Stomach Acid Drugs May Raise Pneumonia Risk

Risk From Acid-Suppressing Drugs Greatest in Frailest Patients

From the WebMD Archives

Oct. 26, 2004 -- Common but powerful stomach acid-suppressing drugs -- some available without prescription -- may raise your risk of pneumonia.

The risk is not huge. But the drugs work so well and so safely -- and are advertised so aggressively -- that they're among the most-used drugs in the U.S. With so many users, any risk would involve lots of people.

There seems to be one extra case of pneumonia among every 100 people who take acid-suppressing drugs for one year. The finding comes from researchers Robert J.F. Laheij, PhD, of the University Medical Center St. Radboud in Nijmegen, Netherlands. Laheij and colleagues report their findings in the Oct. 27 issue of The Journal of the American Medical Association.

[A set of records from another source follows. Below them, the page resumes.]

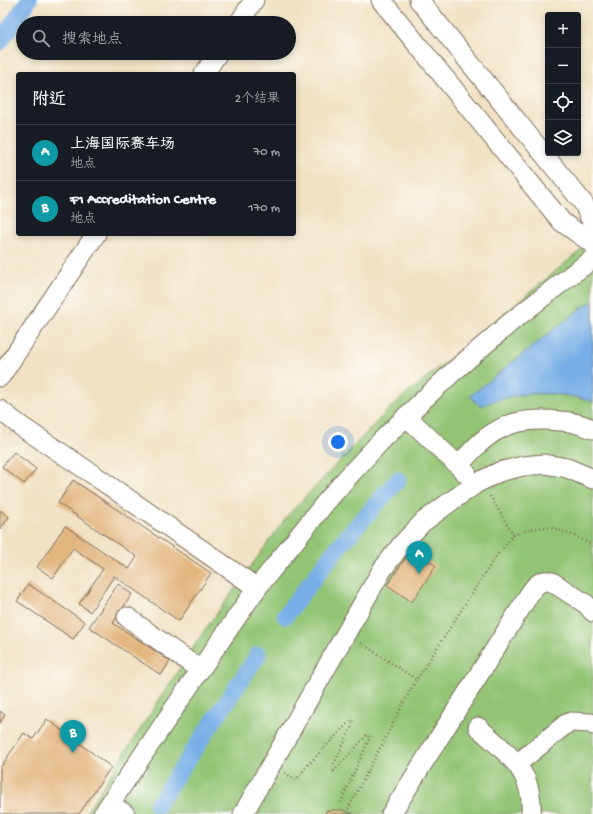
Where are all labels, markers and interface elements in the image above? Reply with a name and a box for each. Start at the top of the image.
map controls [545,12,581,156]
button: + [545,12,581,48]
search box [16,16,296,60]
icon: search [30,27,52,49]
text: 搜索地点 [62,31,122,49]
button: − [545,48,581,84]
button: locate [545,84,581,120]
text: 附近 [32,91,66,111]
text: 2个结果 [235,92,280,107]
button: layers [545,120,581,156]
text: 上海国际赛车场 [70,136,175,154]
text: A [41,145,49,160]
text: 70 m [254,145,280,160]
text: 地点 [70,157,96,172]
text: F1 Accreditation Centre [70,191,216,209]
text: B [42,201,48,216]
text: 170 m [248,201,280,216]
text: 地点 [70,212,96,227]
your location [328,432,348,452]
pin: A [406,541,432,574]
pin: B [60,720,86,753]

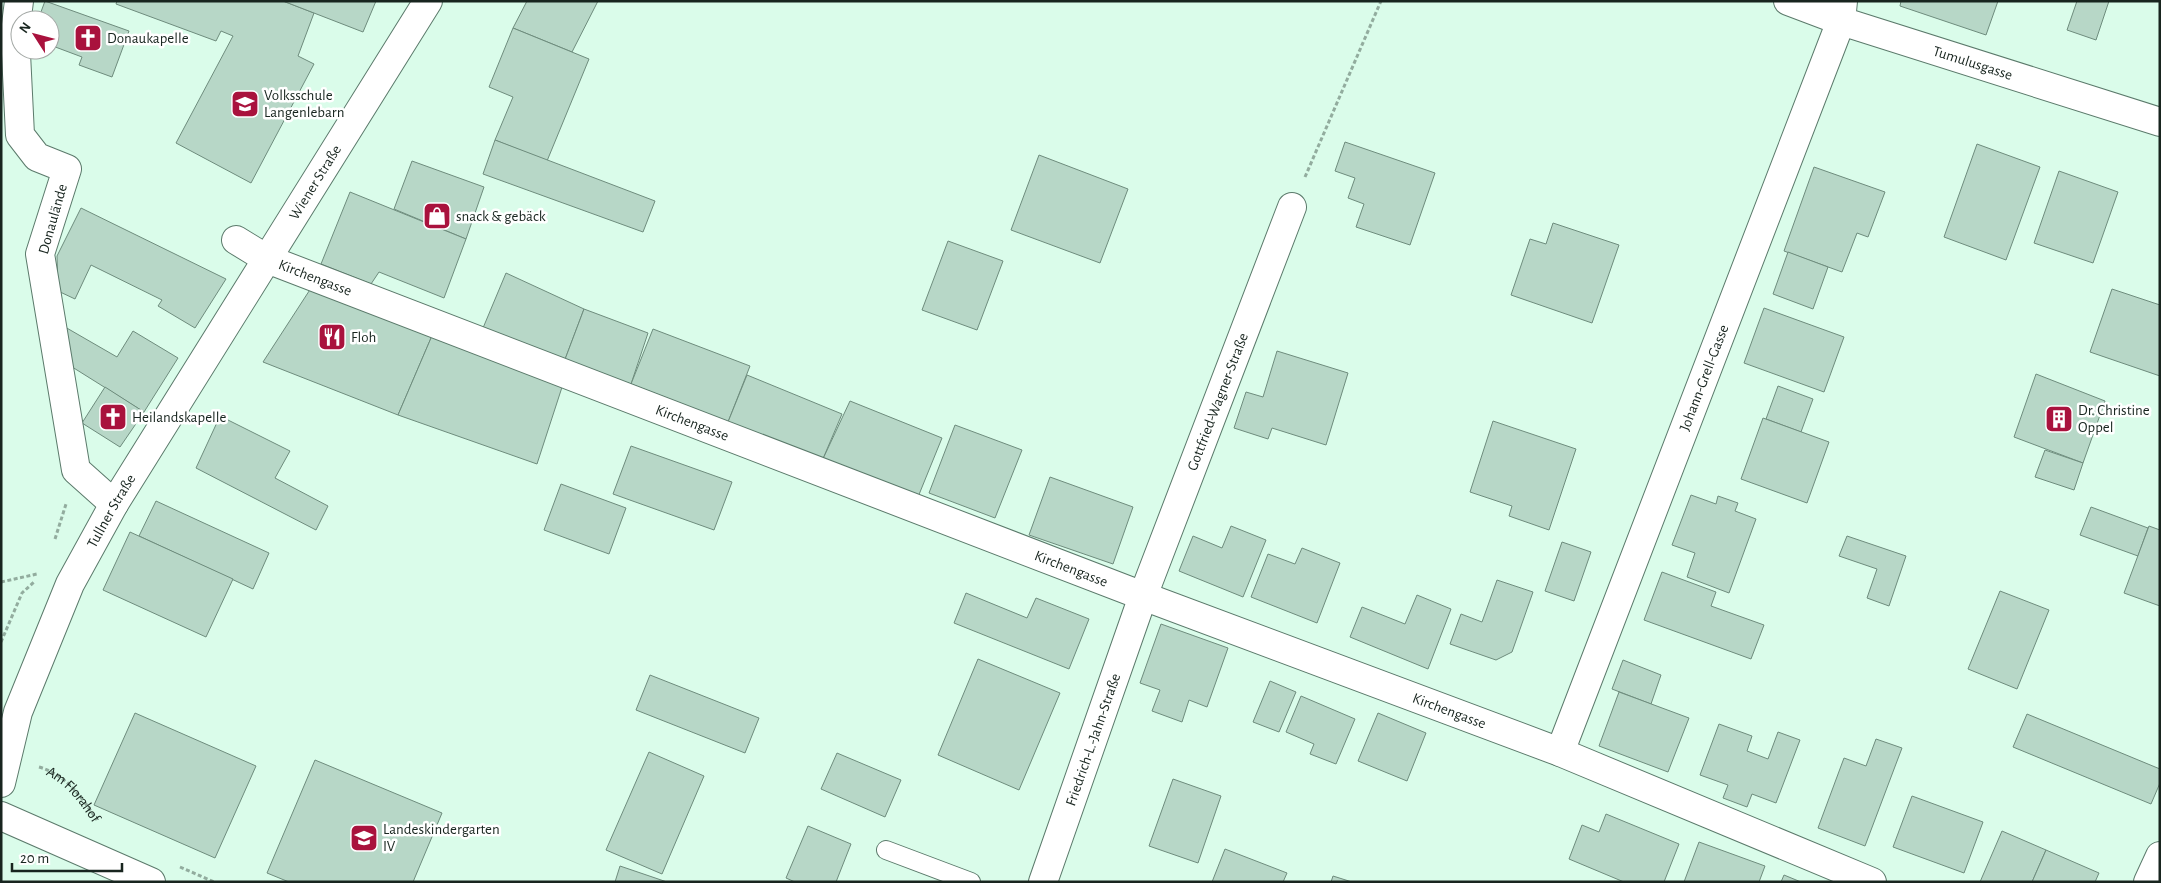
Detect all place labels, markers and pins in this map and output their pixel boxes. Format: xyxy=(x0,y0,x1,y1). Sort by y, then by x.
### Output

"These drugs are not as safe as everybody thinks," Laheij tells WebMD. "If it is not necessary for you to use them, don't. Keep in mind that these medicines can have serious side effects -- especially in more fragile patients who can have serious problems."

The researchers analyzed computerized medical records for some 500,000 Dutch patients. Those taking acid-suppressing drugs for heartburn and indigestion were four times more likely to have pneumonia than those who did not.

Since people taking these drugs tend to be less healthy, the researchers did a second, more meaningful analysis. They compared those still taking the drugs with those who used to take them but stopped. Current use of acid-suppressing drugs doubled the risk of pneumonia.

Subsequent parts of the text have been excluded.